--- Task instructions ---
If a record holds a picture, leave the picture out and repeat everything else exactly.

* * *

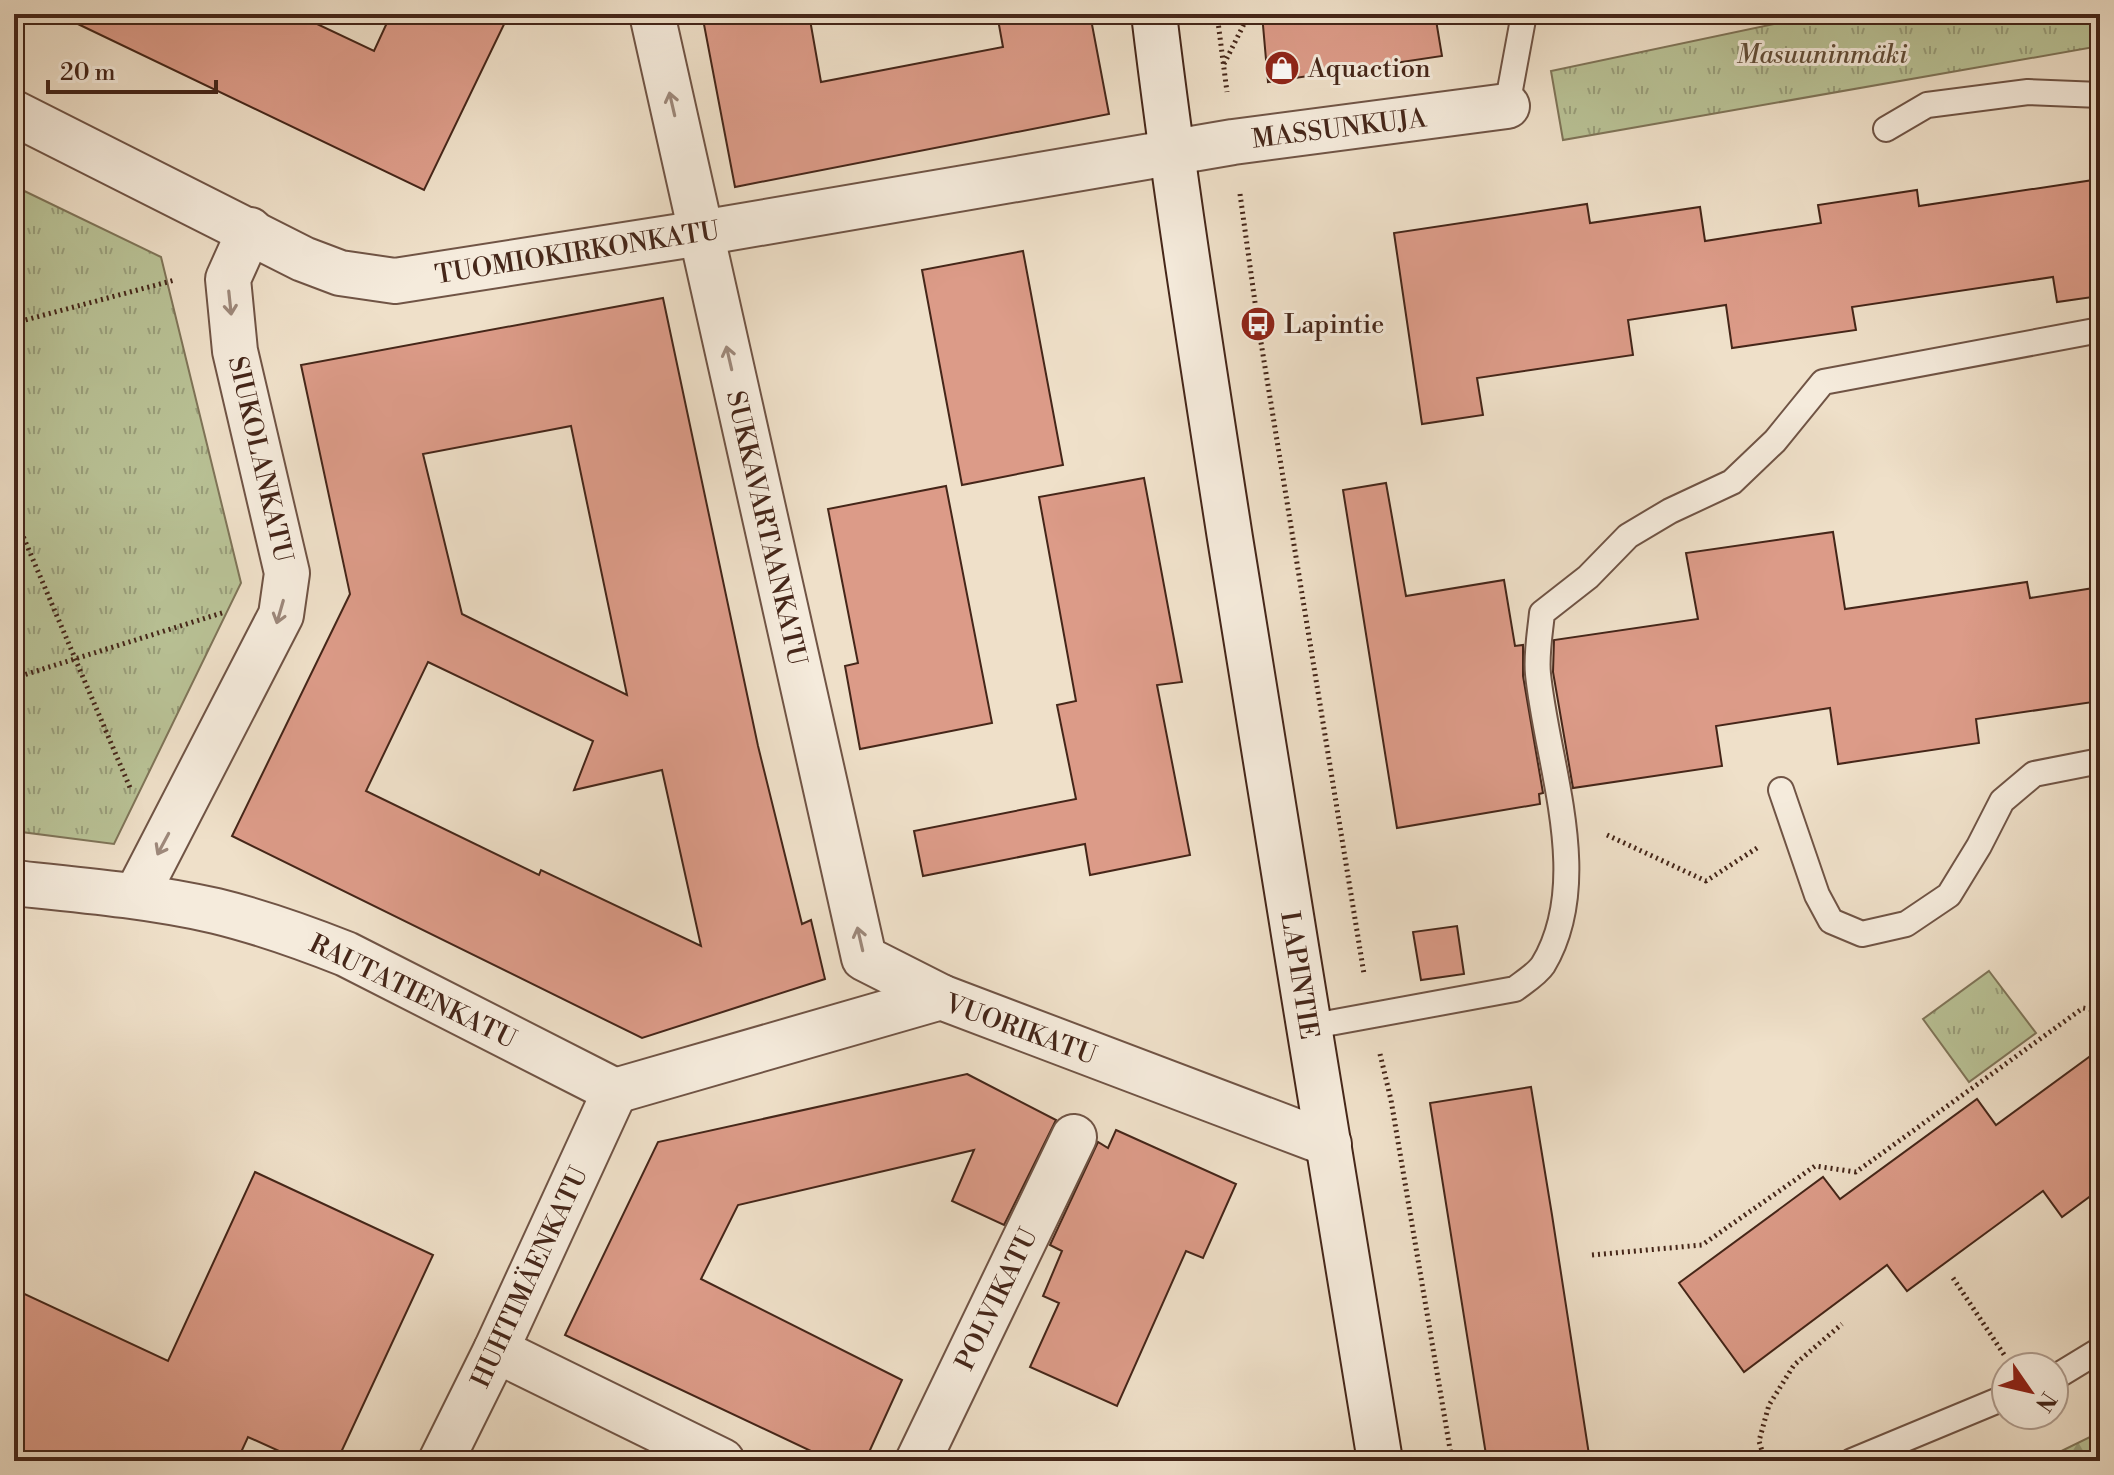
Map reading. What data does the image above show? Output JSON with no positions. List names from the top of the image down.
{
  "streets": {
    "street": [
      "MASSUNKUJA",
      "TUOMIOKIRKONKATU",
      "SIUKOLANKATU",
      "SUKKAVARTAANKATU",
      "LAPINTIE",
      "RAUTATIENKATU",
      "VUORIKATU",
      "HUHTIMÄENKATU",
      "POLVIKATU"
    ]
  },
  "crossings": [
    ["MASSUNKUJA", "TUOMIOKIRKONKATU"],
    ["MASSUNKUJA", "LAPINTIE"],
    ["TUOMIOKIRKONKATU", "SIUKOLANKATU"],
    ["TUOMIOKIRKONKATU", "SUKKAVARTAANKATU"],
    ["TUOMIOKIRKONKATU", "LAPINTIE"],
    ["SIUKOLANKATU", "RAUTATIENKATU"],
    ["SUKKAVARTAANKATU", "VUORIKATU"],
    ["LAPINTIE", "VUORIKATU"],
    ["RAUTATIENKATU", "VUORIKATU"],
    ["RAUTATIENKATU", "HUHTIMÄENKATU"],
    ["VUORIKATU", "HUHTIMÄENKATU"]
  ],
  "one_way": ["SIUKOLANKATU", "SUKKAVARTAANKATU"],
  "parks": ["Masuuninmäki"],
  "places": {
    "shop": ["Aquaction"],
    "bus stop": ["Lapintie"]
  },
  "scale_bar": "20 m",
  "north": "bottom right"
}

* * *

--- Task response ---
Map reading. What data does the image above show? Output JSON with no positions. List names from the top of the image down.
{
  "streets": {
    "street": [
      "MASSUNKUJA",
      "TUOMIOKIRKONKATU",
      "SIUKOLANKATU",
      "SUKKAVARTAANKATU",
      "LAPINTIE",
      "RAUTATIENKATU",
      "VUORIKATU",
      "HUHTIMÄENKATU",
      "POLVIKATU"
    ]
  },
  "crossings": [
    ["MASSUNKUJA", "TUOMIOKIRKONKATU"],
    ["MASSUNKUJA", "LAPINTIE"],
    ["TUOMIOKIRKONKATU", "SIUKOLANKATU"],
    ["TUOMIOKIRKONKATU", "SUKKAVARTAANKATU"],
    ["TUOMIOKIRKONKATU", "LAPINTIE"],
    ["SIUKOLANKATU", "RAUTATIENKATU"],
    ["SUKKAVARTAANKATU", "VUORIKATU"],
    ["LAPINTIE", "VUORIKATU"],
    ["RAUTATIENKATU", "VUORIKATU"],
    ["RAUTATIENKATU", "HUHTIMÄENKATU"],
    ["VUORIKATU", "HUHTIMÄENKATU"]
  ],
  "one_way": ["SIUKOLANKATU", "SUKKAVARTAANKATU"],
  "parks": ["Masuuninmäki"],
  "places": {
    "shop": ["Aquaction"],
    "bus stop": ["Lapintie"]
  },
  "scale_bar": "20 m",
  "north": "bottom right"
}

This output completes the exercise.